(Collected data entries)
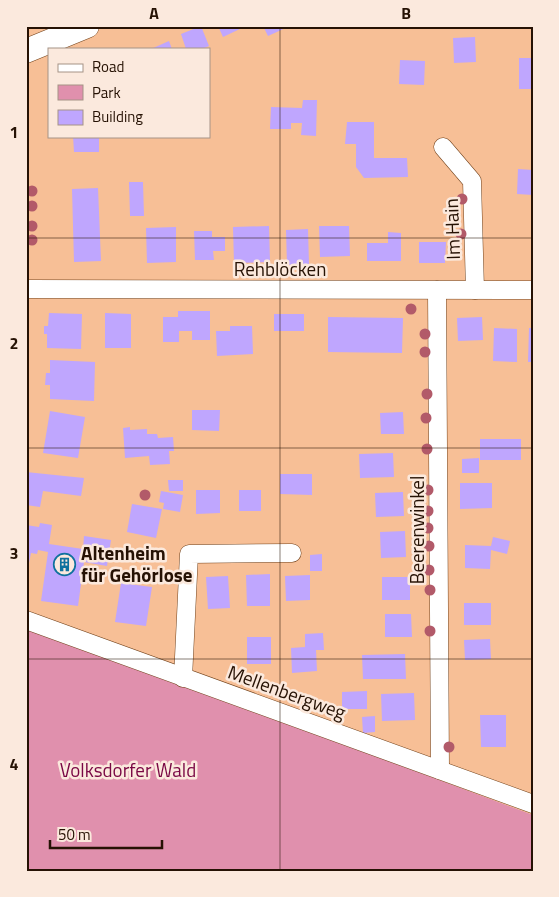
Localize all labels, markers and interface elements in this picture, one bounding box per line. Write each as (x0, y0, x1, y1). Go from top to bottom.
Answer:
text: A (149, 1, 159, 25)
text: B (401, 1, 411, 25)
legend (48, 48, 210, 138)
text: Road (92, 55, 124, 78)
text: Park (92, 81, 121, 104)
text: Building (92, 105, 143, 128)
text: 1 (10, 120, 18, 144)
street label: Im Hain (436, 198, 467, 260)
street label: Rehblöcken (234, 254, 326, 283)
text: 2 (10, 331, 18, 355)
street label: Beerenwinkel (402, 476, 431, 584)
place label: Altenheim für Gehörlose (81, 538, 193, 589)
text: 3 (10, 541, 18, 565)
building icon: Altenheim für Gehörlose (53, 552, 77, 576)
street label: Mellenbergweg (224, 657, 350, 726)
text: 4 (10, 752, 19, 776)
park label: Volksdorfer Wald (60, 755, 196, 784)
scale bar (50, 817, 162, 849)
text: 50 m (58, 823, 91, 846)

Assigned task
Please set down the records above word for word and omit their pictures.

Solution below
Localize all labels, markers and interface elements in this picture, one bounding box per line. Write each as (x0, y0, x1, y1). Go from top to bottom.
Answer:
text: A (149, 1, 159, 25)
text: B (401, 1, 411, 25)
legend (48, 48, 210, 138)
text: Road (92, 55, 124, 78)
text: Park (92, 81, 121, 104)
text: Building (92, 105, 143, 128)
text: 1 (10, 120, 18, 144)
street label: Im Hain (436, 198, 467, 260)
street label: Rehblöcken (234, 254, 326, 283)
text: 2 (10, 331, 18, 355)
street label: Beerenwinkel (402, 476, 431, 584)
place label: Altenheim für Gehörlose (81, 538, 193, 589)
text: 3 (10, 541, 18, 565)
building icon: Altenheim für Gehörlose (53, 552, 77, 576)
street label: Mellenbergweg (224, 657, 350, 726)
text: 4 (10, 752, 19, 776)
park label: Volksdorfer Wald (60, 755, 196, 784)
scale bar (50, 817, 162, 849)
text: 50 m (58, 823, 91, 846)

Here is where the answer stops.